The martial arts style is less important than the personality, teaching style and teaching qualifications of the Chief Instructor(s).
• Ask if the Chief Instructors are at the school during all the classes and if they teach most of the classes.
• Are the Chief Instructors old enough to have the experience and maturity to handle difficult situations that might arise.
• Watch a few classes to see if the Chief Instructors seem to genuinely like teaching, know the students’ names, use positive reinforcement, and maintain control of the classes while keeping it fun.
• The Chief Instructor should be at least a 2nd degree black belt. Beyond that, teaching style is more important than rank. Many of our 2nd and 3rd degree Chief Instructors have better teaching and communication skills than instructors who have much higher rank who are considered “masters” of their martial art.
• All of the people in charge of teaching classes should be at least a black belt and have been certified to teach by some national martial arts group. If colored belt students are used, it should only be in supporting roles to keep order.
• How important are the Chief Instructor’s competition history and trophies? An instructor’s personal martial arts accomplishments do not give any indication as to his/her teaching ability. It is more important that the instructor is able to communicate well with children and adults, demonstrate proper technique, keep classes fun and interesting, and motivate students through positive teaching methods to develop self-confidence and achieve their goals.
• Check to see if the Chief Instructor is affiliated with a national martial arts organization that provides on-going training and quality control.
• Inquire about the number of classes that you or your child can attend each week. The more options you have, the better. Anything less than three times a week is too little. Make sure that the class times are flexible so that if a hectic week forces you to change your schedule you can still attend class.
• Ask if parents and spectators are allowed to watch classes. A closed-door policy is a red flag that something is wrong with the teaching methods in the school. (It is normal, however, for schools to ask parents to not talk to students during their class because it can distract the student and result in an injury.)
• Are classes exciting or is it the same thing day after day? While repetition is important, classes should be an interesting, fun learning experience.
• What activities does the school offer besides classes, testings and tournaments to promote a family atmosphere? Look for activities such as lock-ins, parties, picnics, etc.
• Assuming you like the instructors and the program, the more convenient the location, the more likely you will attend classes regularly and get the most out of the program. If you choose a school all the way across town, even though it may be less expensive, you may attend less because of traffic and the longer drive time.
• Does the school look bright and smell clean? How often is it cleaned?
• Any schools you are considering should ask you to try a free class or two before you sign up for any martial arts program.
• One-year memberships are standard in our industry among full-time instructors. Many schools also offer an introductory special to allow new students to try classes for one or two months for a fee. When you are ready to sign the one-year memberships contract, it is better to make monthly payments rather than the entire amount up front, in case the school should close. Also, check to see if they offer a written guarantee that will let you out of the contract if you change your mind within the first 30 days.

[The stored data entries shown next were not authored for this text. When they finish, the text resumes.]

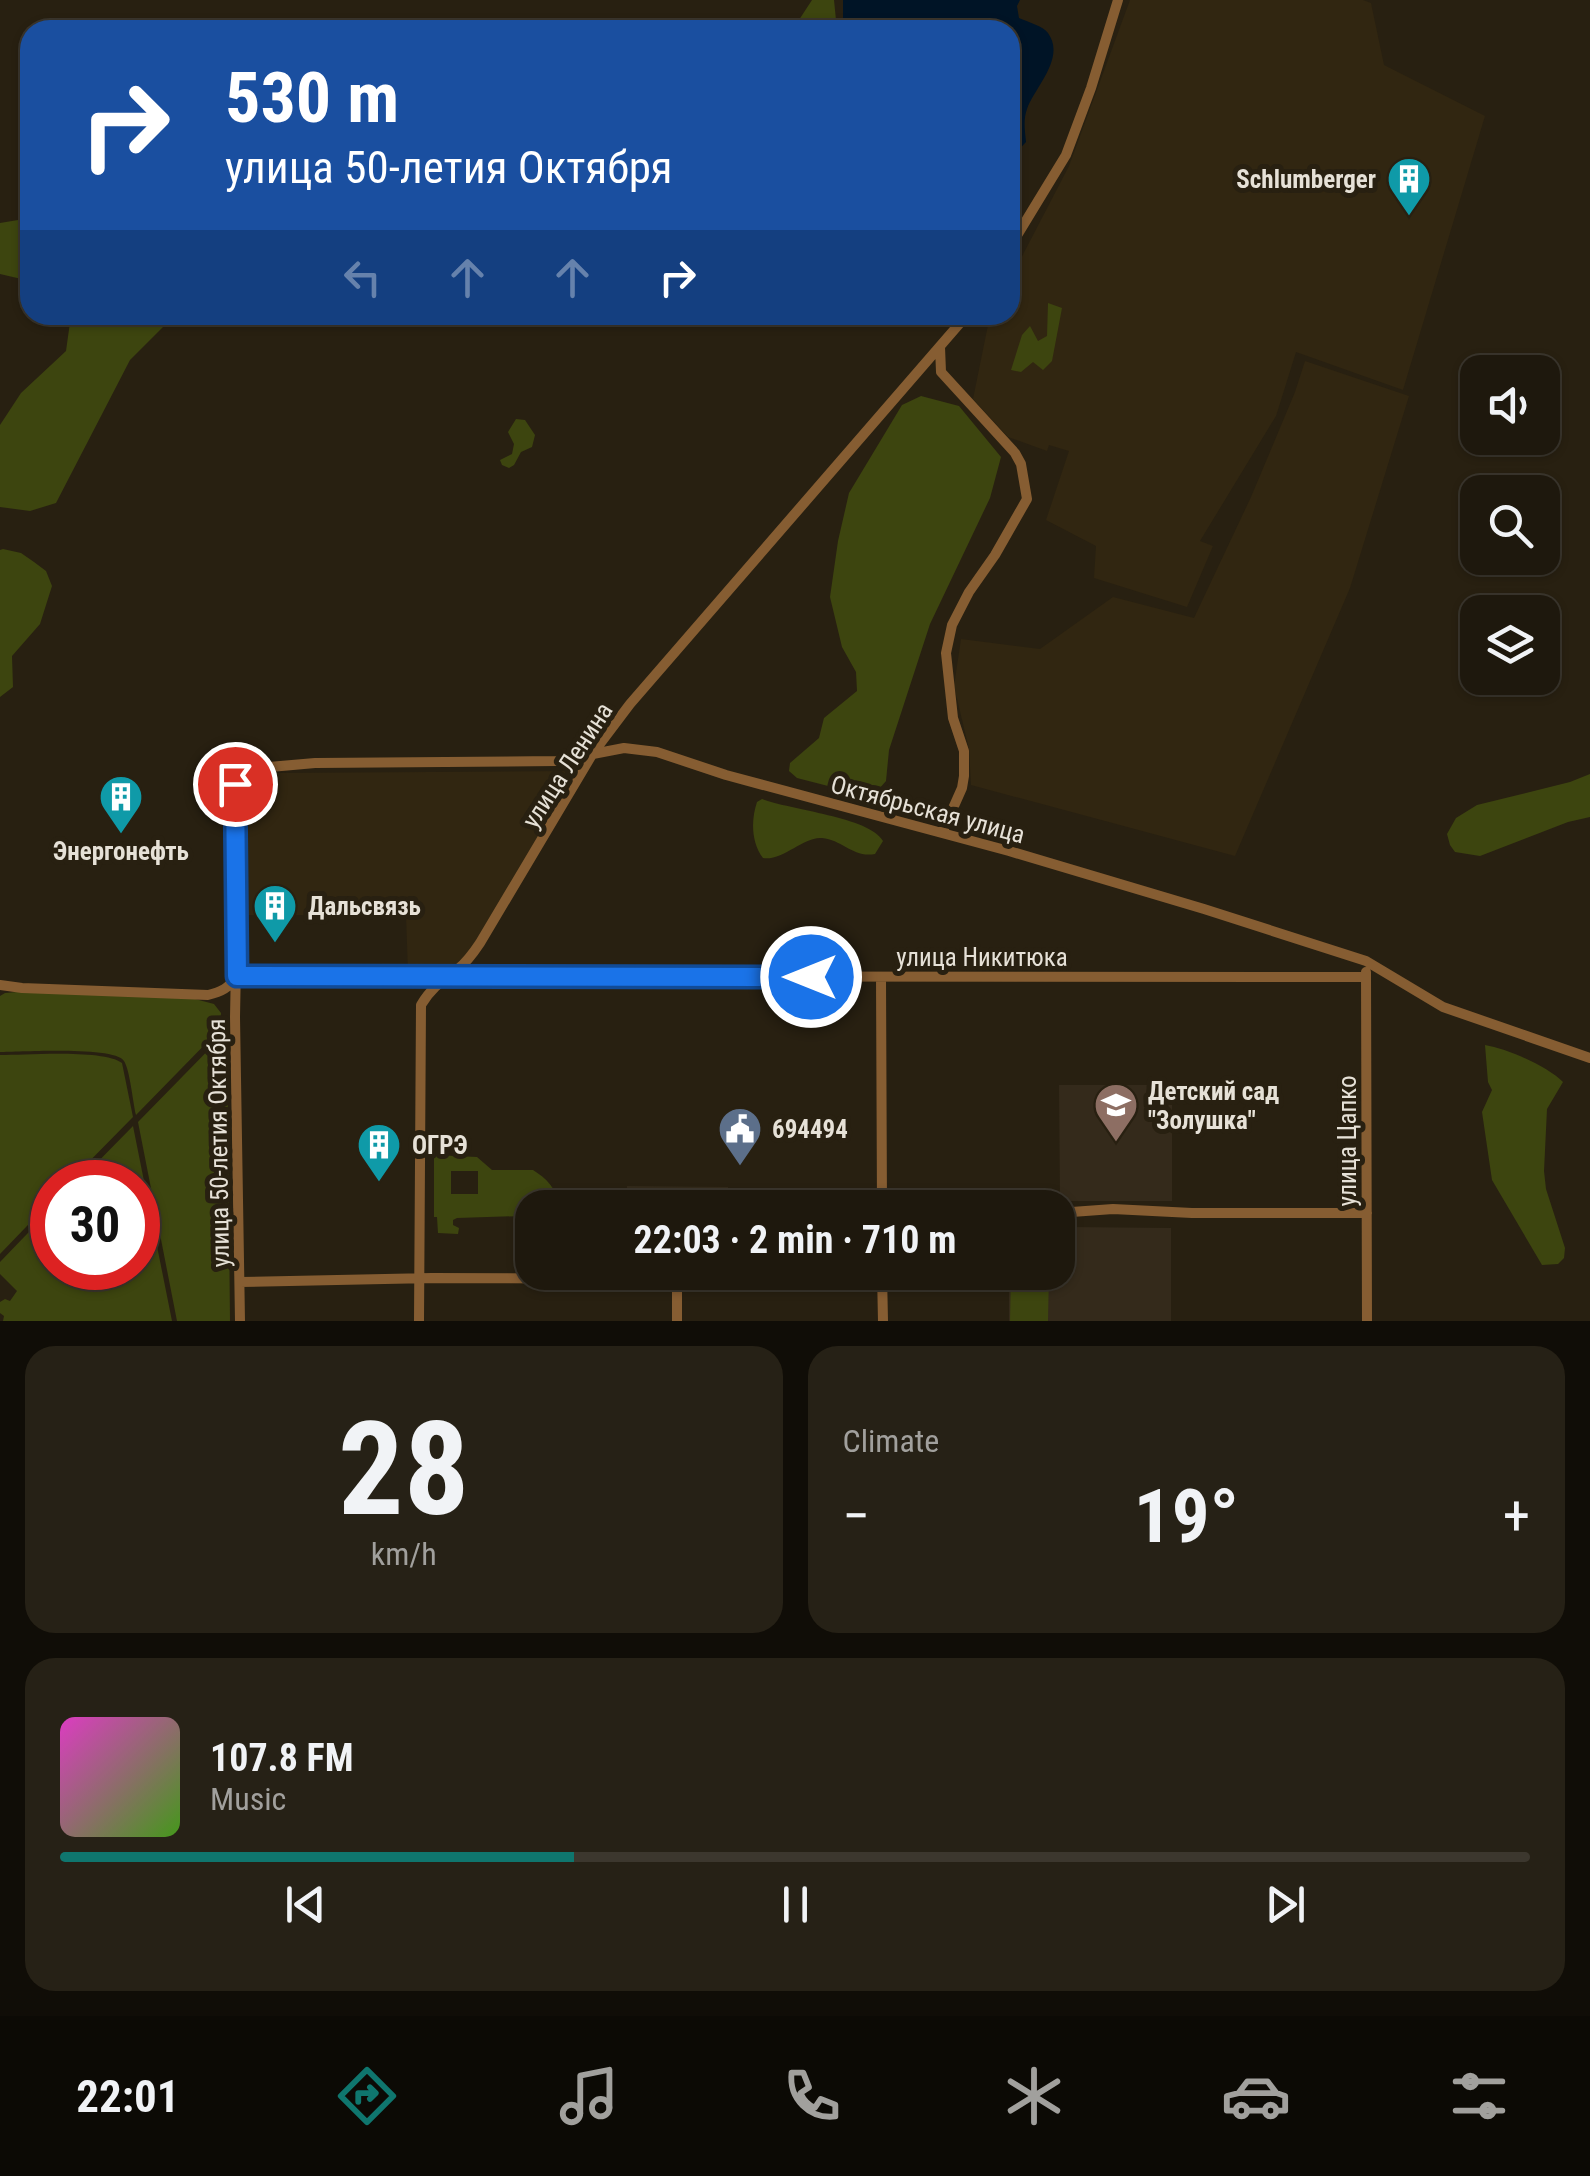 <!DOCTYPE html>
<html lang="en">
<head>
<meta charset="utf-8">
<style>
	:root { --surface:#1e180d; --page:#262116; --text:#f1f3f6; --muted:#a1a09d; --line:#3c372e; --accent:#0f766e }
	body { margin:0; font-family:"Roboto Condensed",sans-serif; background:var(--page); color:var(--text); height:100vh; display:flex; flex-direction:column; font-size:38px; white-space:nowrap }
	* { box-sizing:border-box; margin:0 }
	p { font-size:32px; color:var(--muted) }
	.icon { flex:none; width:55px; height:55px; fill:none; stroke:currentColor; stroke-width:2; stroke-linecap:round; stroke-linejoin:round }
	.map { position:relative; height:1321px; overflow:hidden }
	.panel { display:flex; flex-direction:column; gap:25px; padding:25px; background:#100d07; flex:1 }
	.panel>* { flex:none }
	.hud { position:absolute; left:20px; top:20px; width:1000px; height:305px; border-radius:30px; box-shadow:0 2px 8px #0004,0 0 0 2px var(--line); background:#1a4fa0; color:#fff; overflow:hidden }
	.buttons { position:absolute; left:1460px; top:355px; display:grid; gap:20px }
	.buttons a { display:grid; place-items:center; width:100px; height:100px; border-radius:20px; background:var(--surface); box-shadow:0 2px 8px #0004,0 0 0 2px var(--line); font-size:50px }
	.speed { position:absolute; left:30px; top:1160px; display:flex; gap:20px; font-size:50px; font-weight:700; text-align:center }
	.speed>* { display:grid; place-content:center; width:130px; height:130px; border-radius:50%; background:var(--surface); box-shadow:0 2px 8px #0004,0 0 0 2px var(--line); line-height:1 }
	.speed .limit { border:15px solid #d22; background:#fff; color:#111 }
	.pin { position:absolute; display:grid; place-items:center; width:85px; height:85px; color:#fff; margin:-42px; border:5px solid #fff; border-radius:50%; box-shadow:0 2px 10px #0007 }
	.me { position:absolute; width:110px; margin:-55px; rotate:270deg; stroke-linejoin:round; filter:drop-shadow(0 0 8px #0008) }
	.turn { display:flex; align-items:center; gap:35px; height:210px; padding:0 40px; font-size:45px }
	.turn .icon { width:130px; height:130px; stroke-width:2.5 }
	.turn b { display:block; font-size:70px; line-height:85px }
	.lanes { display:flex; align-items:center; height:95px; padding:0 40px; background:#0003; justify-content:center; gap:50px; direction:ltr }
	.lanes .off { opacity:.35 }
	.big { font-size:75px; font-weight:700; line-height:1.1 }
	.panel .widget { flex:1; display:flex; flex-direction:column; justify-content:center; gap:15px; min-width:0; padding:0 35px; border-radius:30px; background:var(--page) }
	.panel .dial { align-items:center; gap:0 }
	.dial b { font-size:130px; line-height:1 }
	.song { display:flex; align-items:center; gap:30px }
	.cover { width:120px; height:120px; border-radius:15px; background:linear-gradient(135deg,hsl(310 70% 55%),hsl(100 70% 35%)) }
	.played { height:10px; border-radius:5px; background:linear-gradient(90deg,var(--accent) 35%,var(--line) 35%) }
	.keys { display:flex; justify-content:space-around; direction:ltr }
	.heat { display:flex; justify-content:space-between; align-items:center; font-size:55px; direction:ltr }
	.panel .tiles { flex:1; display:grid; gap:25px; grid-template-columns:1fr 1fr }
	.widget:last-child { grid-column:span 2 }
	.trip { position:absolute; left:515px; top:1190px; width:560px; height:100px; border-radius:30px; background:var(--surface); box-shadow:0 2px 8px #0004,0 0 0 2px var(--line); font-weight:700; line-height:100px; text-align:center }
	.tab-bar { display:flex; height:160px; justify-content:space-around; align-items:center; background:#0c0a05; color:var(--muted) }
	.tab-bar .icon { width:70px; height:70px }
	.tab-bar .on { color:var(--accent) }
	.tab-bar b { font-size:45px; color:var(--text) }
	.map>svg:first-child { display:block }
	.built { fill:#312611 }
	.education { fill:#342a1b }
	.green { fill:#3d450f; fill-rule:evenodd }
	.water { fill:#001426 }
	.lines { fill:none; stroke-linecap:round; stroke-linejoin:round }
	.minor { stroke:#865d32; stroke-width:10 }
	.route-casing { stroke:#114b97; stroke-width:25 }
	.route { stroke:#1a73e8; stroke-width:18 }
	.labels { text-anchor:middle; stroke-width:10; stroke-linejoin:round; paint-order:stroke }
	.poi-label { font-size:25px; font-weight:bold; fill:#e6e1d7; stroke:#282011; text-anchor:start }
	.street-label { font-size:25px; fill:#e6e1d7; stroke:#282011 }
</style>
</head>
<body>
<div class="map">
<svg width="1590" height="1321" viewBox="0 0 1590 1321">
	<rect width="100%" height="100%" fill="#282011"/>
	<!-- built -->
	<path class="built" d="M 1130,0 L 1363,0 L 1371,3 L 1384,65 L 1485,116 L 1403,390 L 1296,352 L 1276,416 L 1200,541 L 1213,546 L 1187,607 L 1094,578 L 1096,546 L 1046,520 L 1069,451 L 1049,445 L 1047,451 L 1008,437 L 973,399 L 990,315 L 1010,315 L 1010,288 L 1017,266 L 1069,166 Z
		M 1305,361 L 1409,396 L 1350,588 L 1235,856 L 971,785 L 969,749 L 954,686 L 961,639 L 1040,649 L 1113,597 L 1194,618 L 1251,497 L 1295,392 Z
		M 570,771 L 567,798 L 473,952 L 446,972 L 408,973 L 406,915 L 245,915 L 247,794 L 253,784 L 263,777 L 274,773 Z"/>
	<!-- education -->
	<path class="education" d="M 1059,1085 L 1172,1085 L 1172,1201 L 1060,1201 Z
		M 627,1186 L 728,1187 L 728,1207 L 627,1207 Z
		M 1069,1227 L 1171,1228 L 1171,1321 L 1009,1321 L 1009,1273 L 1058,1272 L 1058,1241 L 1068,1241 Z"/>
	<!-- green -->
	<path class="green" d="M 812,0 L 834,0 L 837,30 L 760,30 L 795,26 Z
		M 30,218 L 30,281 L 0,274 L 0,223 Z
		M 1048,303 L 1062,308 L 1052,361 L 1043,370 L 1033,362 L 1021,372 L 1011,370 L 1022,335 L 1030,326 L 1038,341 L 1047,336 Z
		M 71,315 L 175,315 L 130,360 L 56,503 L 30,511 L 0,507 L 0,425 L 21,393 L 66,351 Z
		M 921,396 L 959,406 L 1001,457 L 990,498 L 930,624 L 889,750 L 886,781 L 879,789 L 863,795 L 797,778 L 789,771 L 790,763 L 819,738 L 824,718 L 857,691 L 856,672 L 842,647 L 830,597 L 838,541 L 849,493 L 902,405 Z
		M 516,419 L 525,420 L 535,435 L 532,447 L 521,452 L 514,465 L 509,468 L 502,465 L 500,460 L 512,454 L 514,444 L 508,432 Z
		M 3,549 L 21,553 L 34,562 L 46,571 L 52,586 L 40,624 L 12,656 L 13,687 L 0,697 L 0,550 Z
		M 1590,774 L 1590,817 L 1568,822 L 1480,856 L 1455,852 L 1450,845 L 1447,834 L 1456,818 L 1477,805 L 1570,782 Z
		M 762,799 C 790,810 870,817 883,841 L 875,854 C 853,858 843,840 822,838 C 804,836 783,861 763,858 C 751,842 751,820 757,802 Z
		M 29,991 L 195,999 L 214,1004 L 221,1013 L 220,1029 L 136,1115 C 133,1103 130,1070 124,1061 C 115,1046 20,1052 0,1052 L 0,996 L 5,993 Z
		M 227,1031 L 230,1321 L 177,1321 L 138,1122 Z
		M 1485,1045 C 1508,1049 1547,1066 1563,1082 L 1547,1109 L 1544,1171 L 1546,1189 L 1565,1248 L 1564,1258 L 1558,1264 L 1542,1265 L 1492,1180 L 1482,1112 L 1492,1090 L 1488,1082 Z
		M 0,1055 C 26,1055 104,1049 122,1063 L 133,1117 L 69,1182 L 52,1182 L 52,1200 L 0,1254 Z
		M 133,1126 L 172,1321 L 3,1321 L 4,1316 L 0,1313 L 0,1302 L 5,1299 L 10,1301 L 17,1291 L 0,1274 L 0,1262 L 52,1208 L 52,1268 L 138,1268 L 138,1182 L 78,1182 Z
		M 434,1155 L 477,1157 L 492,1170 L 533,1170 C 546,1178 557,1189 559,1205 L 552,1207 L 532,1208 L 532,1214 L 522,1216 L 457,1218 L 453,1220 L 453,1225 L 459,1228 L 458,1234 L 438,1233 L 437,1217 L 434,1217 ZM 451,1171 L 478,1171 L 478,1194 L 451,1194 Z
		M 1011,1273 L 1049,1273 L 1048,1321 L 1010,1321 Z"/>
	<!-- water -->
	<path class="water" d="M 843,0 L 1020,0 L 1017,6 L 1019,18 C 1028,22 1043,26 1048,33 C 1066,58 1035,87 1027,109 C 1023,120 1025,131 1026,142 L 1010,159 L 1010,30 L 843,30 Z"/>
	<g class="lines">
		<!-- minor -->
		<path class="minor" d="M 1010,247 L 1066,155 L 1091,88 L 1118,0
			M 940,347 L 941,372 L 1015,453 L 1021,464 L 1027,499 L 995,555 L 969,592 L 952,625 L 946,653 L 953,718 L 964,751 L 964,776 L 962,788 L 942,833
			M 1366,972 L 1367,1321
			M 237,976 L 1366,977
			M 881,977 L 882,1208
			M 0,985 L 22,988 L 208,995 C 221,992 229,988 237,976
			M 1058,1213 L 1113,1209 L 1192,1213 L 1367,1213
			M 882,1273 L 883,1321
			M 677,1278 L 677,1321
			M 240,1282 L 432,1278 L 659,1279 L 709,1276 L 882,1278
			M 240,1321 L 235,1017 L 237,913 L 235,784 L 247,769 L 315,763 L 557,761 L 624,748 L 657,752 L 726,775 L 1009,851 L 1204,909 L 1366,961 L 1443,1007 L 1590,1058
			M 419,1321 L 421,1005 C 432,987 442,981 458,969 C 467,962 474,952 480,943 L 593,753 L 630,704 L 967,315"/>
	</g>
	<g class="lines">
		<defs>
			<path id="route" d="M 235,784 L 237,976 L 811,977"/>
		</defs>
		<!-- route casing -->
		<use href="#route" class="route-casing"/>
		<!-- route -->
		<use href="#route" class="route"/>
	</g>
	<!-- icons -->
	<defs>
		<symbol id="building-pin" viewBox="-11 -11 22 30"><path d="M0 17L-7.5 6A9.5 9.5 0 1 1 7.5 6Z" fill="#0f9aa8" stroke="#282011"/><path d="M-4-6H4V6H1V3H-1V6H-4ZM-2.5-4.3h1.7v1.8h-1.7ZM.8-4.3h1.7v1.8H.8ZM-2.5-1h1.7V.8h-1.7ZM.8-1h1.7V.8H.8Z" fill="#fff"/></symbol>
		<symbol id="school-pin" viewBox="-11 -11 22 30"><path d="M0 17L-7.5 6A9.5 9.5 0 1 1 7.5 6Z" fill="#8d6e63" stroke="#282011"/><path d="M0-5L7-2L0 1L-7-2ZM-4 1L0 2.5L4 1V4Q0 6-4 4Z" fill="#fff"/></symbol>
		<symbol id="civic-pin" viewBox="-11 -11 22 30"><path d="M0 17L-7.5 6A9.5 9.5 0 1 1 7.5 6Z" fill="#5c6f8a" stroke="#282011"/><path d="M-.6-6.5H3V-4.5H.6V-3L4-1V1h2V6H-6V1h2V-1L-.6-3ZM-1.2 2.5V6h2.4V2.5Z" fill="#fff"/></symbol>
	</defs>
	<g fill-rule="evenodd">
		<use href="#building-pin" x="1384" y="154" width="50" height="68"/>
		<use href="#building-pin" x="96" y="772" width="50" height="68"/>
		<use href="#building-pin" x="250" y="881" width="50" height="68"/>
		<use href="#school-pin" x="1091" y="1080" width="50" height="68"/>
		<use href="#civic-pin" x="715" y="1104" width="50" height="68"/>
		<use href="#building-pin" x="354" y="1120" width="50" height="68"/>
	</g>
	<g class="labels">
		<!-- poi labels -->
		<g class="poi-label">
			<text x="1376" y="188" text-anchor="end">Schlumberger</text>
			<text x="121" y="860" text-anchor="middle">Энергонефть</text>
			<text x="308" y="915">Дальсвязь</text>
			<text x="1148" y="1100">Детский сад<tspan x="1148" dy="29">"Золушка"</tspan></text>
			<text x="772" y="1138">694494</text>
			<text x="412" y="1154">ОГРЭ</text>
		</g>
		<!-- street labels -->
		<g class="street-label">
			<text transform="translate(567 765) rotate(-57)" y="9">улица Ленина</text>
			<text transform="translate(928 809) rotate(15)" y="9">Октябрьская улица</text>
			<text x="982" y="966">улица Никитюка</text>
			<text transform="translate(1347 1141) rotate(-90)" y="9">улица Цапко</text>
			<text transform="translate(218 1143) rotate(-91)" y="9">улица 50-летия Октября</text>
		</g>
	</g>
</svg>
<div class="buttons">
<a><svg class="icon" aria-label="sound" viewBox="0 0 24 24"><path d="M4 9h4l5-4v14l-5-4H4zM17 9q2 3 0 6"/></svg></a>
<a><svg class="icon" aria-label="search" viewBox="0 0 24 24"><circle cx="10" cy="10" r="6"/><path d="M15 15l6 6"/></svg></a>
<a><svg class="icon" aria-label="layers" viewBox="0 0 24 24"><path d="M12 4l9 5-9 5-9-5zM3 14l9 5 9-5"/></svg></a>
</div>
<div class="speed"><div class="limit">30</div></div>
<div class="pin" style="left:235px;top:784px;background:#d93025"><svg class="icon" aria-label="arrive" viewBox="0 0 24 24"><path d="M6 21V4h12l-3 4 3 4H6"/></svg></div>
<svg class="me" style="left:811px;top:977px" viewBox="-20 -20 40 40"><circle r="17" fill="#1a73e8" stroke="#fff" stroke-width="3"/><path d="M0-11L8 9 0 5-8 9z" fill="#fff"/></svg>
<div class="trip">22:03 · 2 min · 710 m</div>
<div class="hud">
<div class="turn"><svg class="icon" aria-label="right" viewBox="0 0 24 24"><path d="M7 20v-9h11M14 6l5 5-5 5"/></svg><div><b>530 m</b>улица 50-летия Октября</div></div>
<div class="lanes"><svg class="icon off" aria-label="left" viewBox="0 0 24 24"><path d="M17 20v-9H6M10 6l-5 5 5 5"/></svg><svg class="icon off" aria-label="ahead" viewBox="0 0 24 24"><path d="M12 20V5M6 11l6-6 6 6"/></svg><svg class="icon off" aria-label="ahead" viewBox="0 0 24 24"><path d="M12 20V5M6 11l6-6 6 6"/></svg><svg class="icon" aria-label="right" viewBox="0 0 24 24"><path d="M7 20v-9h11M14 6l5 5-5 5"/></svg></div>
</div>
</div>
<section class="panel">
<div class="tiles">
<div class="widget dial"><b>28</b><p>km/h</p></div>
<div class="widget"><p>Climate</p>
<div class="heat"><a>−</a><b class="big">19°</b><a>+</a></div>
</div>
<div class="widget">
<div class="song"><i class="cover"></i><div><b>107.8 FM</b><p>Music</p></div></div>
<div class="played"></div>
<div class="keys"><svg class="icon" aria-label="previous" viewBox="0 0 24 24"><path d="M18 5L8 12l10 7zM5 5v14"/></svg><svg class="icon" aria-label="pause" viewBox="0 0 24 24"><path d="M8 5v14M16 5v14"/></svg><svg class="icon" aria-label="next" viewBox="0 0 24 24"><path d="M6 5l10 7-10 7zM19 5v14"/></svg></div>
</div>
</div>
</section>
<nav class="tab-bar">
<b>22:01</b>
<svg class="icon on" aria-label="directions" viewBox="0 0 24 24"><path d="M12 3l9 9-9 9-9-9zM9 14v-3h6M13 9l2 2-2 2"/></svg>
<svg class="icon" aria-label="music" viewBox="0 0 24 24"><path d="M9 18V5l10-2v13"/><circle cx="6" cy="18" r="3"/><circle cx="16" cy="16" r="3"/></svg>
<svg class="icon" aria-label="phone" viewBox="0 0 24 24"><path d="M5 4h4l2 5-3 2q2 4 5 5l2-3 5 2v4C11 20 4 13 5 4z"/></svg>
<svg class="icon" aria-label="climate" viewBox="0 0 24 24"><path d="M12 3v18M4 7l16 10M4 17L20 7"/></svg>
<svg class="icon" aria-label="car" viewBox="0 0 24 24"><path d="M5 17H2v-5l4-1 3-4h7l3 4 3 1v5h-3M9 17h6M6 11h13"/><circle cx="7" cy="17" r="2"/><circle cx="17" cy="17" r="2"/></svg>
<svg class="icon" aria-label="filters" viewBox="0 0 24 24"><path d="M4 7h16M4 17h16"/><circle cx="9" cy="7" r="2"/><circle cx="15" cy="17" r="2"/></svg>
</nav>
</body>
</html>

• Ask how often the students test and how much testing costs. Specifically ask how much it costs to test for Black Belt (at some schools this could be hundreds of dollars). Also ask what equipment the students are required to have, when they are required to have it, and how much it costs.
• Make sure that the rates are reasonable, but do not make a decision based solely on price. The cheapest place may not be the best deal and the most expensive school may not offer the best program.